Dell’amore e di altri demoni: l’America Latina, il cuore in un continente.

Vivere da sole in America Latina — di Valentina per Viaggio da Sola Perché

Street Art — Cile

Avete mai vissuto qualche mese in un Paese non-europeo, lontano lontanissimo da casa, con la sensazione di appartenere inspiegabilmente a quelle terre? Forse in un’altra vita ero una donna latinoamericana, o forse sono semplicemente nata per mettere piede in quel continente così colorato, dannato, travolgente e maledetto che è l’America Latina, questione di DNA.

E non è per “colpa” dei miei studi, delle lezioni di spagnolo (e portoghese), o della musica che fa muovere i fianchi e il sedere. Parlo di quel sorriso ebete che mi si stampa sulla faccia ogni volta che parlo dei miei mesi da sola in America Latina, nel Cono Sur, “ti si illuminano gli occhi” mi dicono tutti.
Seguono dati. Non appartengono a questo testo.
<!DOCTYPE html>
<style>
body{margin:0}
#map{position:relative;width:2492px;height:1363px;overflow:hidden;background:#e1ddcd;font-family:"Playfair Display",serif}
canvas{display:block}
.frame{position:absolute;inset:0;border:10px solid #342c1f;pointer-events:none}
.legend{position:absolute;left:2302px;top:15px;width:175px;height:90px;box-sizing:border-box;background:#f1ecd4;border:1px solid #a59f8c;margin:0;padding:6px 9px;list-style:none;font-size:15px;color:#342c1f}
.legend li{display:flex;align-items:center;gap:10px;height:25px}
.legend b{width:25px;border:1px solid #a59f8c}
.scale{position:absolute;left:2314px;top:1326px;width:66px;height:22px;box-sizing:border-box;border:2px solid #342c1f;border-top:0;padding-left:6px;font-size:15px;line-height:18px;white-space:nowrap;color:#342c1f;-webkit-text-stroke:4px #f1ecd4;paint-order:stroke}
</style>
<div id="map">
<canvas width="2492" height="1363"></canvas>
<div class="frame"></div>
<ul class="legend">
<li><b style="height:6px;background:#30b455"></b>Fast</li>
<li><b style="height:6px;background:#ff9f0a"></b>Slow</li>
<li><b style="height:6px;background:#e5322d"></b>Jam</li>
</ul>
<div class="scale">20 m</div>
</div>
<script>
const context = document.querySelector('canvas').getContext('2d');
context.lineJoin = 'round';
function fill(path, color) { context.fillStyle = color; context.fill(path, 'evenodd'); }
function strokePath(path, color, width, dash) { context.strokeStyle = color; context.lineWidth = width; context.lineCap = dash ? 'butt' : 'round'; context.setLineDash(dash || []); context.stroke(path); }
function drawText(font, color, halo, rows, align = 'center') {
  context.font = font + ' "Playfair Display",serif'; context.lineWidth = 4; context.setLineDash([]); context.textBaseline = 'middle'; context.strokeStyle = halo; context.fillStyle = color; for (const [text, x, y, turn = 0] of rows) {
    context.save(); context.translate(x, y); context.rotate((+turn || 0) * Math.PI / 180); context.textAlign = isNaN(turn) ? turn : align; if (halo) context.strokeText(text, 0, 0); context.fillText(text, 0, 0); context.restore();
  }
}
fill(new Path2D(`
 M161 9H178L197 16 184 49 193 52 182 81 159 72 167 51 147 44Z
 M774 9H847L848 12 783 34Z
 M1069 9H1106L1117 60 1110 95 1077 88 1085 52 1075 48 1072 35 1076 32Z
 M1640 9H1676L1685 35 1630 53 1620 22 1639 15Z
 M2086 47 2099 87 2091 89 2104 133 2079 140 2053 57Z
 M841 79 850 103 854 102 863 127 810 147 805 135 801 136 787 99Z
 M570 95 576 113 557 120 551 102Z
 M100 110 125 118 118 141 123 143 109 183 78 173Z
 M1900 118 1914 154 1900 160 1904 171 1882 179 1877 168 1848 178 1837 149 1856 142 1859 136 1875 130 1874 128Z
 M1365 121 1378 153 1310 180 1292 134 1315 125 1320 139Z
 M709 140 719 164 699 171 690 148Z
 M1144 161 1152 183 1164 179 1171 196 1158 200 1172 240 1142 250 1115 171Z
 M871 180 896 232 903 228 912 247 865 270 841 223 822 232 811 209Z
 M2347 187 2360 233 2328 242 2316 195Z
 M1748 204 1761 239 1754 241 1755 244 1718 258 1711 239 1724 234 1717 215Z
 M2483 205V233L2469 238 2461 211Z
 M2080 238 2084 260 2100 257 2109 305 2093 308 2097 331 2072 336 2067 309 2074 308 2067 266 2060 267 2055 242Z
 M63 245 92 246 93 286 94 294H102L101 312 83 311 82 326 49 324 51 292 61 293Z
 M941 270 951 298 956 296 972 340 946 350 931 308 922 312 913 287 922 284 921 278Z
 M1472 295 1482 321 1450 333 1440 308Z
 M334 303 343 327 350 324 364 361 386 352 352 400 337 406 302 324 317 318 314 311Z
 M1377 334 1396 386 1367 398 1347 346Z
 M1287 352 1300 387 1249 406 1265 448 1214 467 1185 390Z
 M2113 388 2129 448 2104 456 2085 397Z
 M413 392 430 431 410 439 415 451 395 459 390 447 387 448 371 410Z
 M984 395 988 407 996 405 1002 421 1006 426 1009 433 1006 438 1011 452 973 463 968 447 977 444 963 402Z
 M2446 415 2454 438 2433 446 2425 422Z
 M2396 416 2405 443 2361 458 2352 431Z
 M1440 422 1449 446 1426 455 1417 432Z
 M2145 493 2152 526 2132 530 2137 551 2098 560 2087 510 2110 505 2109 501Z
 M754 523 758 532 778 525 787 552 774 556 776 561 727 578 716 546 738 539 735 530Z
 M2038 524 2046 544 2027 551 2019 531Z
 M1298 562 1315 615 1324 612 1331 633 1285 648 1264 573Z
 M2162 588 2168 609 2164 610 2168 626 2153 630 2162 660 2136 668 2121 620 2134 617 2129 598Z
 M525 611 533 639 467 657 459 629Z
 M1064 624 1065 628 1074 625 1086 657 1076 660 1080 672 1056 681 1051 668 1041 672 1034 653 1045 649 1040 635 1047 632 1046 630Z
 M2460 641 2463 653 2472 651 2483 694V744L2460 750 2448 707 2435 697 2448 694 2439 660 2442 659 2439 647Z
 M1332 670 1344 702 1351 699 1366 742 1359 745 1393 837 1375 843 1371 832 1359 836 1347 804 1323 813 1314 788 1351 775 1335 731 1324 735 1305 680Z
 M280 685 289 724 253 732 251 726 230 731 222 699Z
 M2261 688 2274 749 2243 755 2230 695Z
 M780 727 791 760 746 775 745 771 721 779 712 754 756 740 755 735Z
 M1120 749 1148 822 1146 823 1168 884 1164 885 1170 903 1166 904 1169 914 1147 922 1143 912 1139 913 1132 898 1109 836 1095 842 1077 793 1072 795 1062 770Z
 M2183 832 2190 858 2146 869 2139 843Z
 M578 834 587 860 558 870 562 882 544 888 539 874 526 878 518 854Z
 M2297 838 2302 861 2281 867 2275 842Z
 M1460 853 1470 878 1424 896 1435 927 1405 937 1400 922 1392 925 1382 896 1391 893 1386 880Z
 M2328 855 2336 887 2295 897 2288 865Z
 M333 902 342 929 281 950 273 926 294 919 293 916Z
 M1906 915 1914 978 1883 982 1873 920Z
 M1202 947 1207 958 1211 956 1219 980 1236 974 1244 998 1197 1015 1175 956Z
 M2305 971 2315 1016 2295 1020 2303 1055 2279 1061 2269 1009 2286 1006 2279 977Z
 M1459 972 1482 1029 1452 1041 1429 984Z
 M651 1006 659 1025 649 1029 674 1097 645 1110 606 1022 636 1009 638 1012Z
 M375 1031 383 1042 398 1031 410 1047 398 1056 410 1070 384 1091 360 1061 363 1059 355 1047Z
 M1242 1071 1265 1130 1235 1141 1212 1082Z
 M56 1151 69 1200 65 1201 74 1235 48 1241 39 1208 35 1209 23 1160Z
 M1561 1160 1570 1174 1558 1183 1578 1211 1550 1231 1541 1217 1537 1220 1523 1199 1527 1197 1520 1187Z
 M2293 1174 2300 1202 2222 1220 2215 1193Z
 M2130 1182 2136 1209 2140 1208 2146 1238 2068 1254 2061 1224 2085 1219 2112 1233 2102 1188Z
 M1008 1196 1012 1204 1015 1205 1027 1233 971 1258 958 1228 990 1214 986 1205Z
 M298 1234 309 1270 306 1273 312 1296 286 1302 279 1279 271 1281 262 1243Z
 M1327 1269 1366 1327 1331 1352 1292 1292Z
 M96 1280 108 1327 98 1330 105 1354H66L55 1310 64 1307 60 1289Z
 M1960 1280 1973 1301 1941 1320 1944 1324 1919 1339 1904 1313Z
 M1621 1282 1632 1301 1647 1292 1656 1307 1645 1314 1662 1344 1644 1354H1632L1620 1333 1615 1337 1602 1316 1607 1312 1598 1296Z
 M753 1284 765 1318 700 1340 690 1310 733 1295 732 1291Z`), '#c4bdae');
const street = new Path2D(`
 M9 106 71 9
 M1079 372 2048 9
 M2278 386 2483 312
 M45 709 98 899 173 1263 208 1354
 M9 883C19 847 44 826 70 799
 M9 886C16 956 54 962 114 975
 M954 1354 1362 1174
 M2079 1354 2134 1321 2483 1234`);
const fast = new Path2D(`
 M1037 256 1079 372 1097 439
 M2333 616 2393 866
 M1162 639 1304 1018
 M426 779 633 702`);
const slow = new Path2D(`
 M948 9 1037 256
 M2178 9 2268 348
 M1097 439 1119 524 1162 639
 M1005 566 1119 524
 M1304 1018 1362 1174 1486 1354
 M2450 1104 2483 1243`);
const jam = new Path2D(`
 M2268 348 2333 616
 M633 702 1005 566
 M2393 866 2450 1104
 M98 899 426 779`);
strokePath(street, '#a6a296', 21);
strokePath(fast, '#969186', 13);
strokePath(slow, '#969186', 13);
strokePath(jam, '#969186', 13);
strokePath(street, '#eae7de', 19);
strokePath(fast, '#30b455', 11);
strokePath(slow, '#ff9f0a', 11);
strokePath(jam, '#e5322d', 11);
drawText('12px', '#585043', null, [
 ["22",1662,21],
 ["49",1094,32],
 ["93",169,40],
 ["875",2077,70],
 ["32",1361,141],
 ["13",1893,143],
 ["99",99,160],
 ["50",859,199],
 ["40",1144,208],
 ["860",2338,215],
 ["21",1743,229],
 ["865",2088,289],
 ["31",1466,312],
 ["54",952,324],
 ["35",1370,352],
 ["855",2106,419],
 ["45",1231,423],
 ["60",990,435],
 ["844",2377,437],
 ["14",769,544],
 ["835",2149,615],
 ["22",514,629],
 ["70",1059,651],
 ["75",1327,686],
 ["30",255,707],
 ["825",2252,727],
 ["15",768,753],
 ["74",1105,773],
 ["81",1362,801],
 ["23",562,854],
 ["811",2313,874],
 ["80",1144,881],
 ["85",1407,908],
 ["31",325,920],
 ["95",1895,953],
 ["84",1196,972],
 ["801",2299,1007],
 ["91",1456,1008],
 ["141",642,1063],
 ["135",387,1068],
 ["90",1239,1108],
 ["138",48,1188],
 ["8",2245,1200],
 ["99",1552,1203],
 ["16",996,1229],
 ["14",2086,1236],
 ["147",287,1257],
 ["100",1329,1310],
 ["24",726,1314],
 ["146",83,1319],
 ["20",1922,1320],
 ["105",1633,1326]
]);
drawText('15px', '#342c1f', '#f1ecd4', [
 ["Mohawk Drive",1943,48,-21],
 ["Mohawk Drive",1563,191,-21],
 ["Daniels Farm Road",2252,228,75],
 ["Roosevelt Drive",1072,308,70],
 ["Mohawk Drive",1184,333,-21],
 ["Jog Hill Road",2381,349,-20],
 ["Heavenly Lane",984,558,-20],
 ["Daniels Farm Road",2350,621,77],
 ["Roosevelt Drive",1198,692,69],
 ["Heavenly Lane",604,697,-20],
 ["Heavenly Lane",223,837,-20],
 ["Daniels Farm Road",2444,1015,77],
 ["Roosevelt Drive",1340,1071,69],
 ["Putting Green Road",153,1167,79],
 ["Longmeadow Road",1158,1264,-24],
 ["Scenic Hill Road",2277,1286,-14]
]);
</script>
Questo io lo chiamo amore vero e, come ogni grande sentimento, non è facile spiegarlo a parole.

Eppure le parole mi piacciono tanto ma come si fa a trasmettere a qualcuno come ti sei sentita a casa anche se eri oltreoceano, da sola in America Latina, là in quella città argentina che si confonde con quella spagnola per omonimia, là dove mi sono scoperta finalmente per come sono: un po’ più ribelle, magari fricchettona, semplice e chiacchierona, scatenata ma dolce, coraggiosa e indipendente.

Non è forse questo lo scopo ultimo di un viaggio, farci cambiare e farci riscoprire?

Murale — Argentina

La mia tesi di laurea triennale parlava del realismo magico, che è una corrente letteraria latinoamericana che racconta il continente per quello che è, un miscuglio inaspettato di realtà cruda, sanguinosa, ingiusta, colonizzata, insieme ai rituali magici e folclorici, le superstizioni, il soprannaturale. Avete presente le opere di García Márquez o la Allende (per citarne di famosissimi)? Ecco, l’America Latina è il colonnello Aureliano Buendía che combatte nelle guerre civili ed è anche Remedios la bella che ascende al cielo tra mille farfalle gialle.

È il continente in cui certe cose sono così e basta, inutile farsi domande.

È il continente in cui si balla anche se non sai ballare, ci si muove involontariamente perché è vietato fermarsi, anche se molto presto impari che ogni tuo atto quotidiano deve essere scandito lentamente (ovvero: vivi forte ma goditi ogni attimo con calma). È il continente in cui bisogna condividere tutto, e infatti “compartir” è il mio verbo preferito. È il continente in cui gli Italiani sono amatissimi fin da subito, perché in fondo abbiamo molto di latino anche noi.

Paesaggi del Norte Argentino

Il mio non è un invito a prenotare un volo per l’Argentina, questo articolo vuole essere una lampadina che si accende nella vostra testa (o nel vostro cuore?) e che vi spinga a chiedervi: “Io da dove vengo? Quale terra di questo mondo è fatta apposta per me, affinchè i miei piedi vi possano camminare sicuri?” È dura rispondere con certezza a soli 26 anni, magari domani scopro che il Marocco mi calza a pennello o la Bosnia mi avvolge tanto bene come una coperta di lana in inverno. Non posso saperlo e nel frattempo vivo per cercare quel posto perfetto per me. Forse a 90 anni avrò capito di essere cittadina del mondo, o forse lo sono già.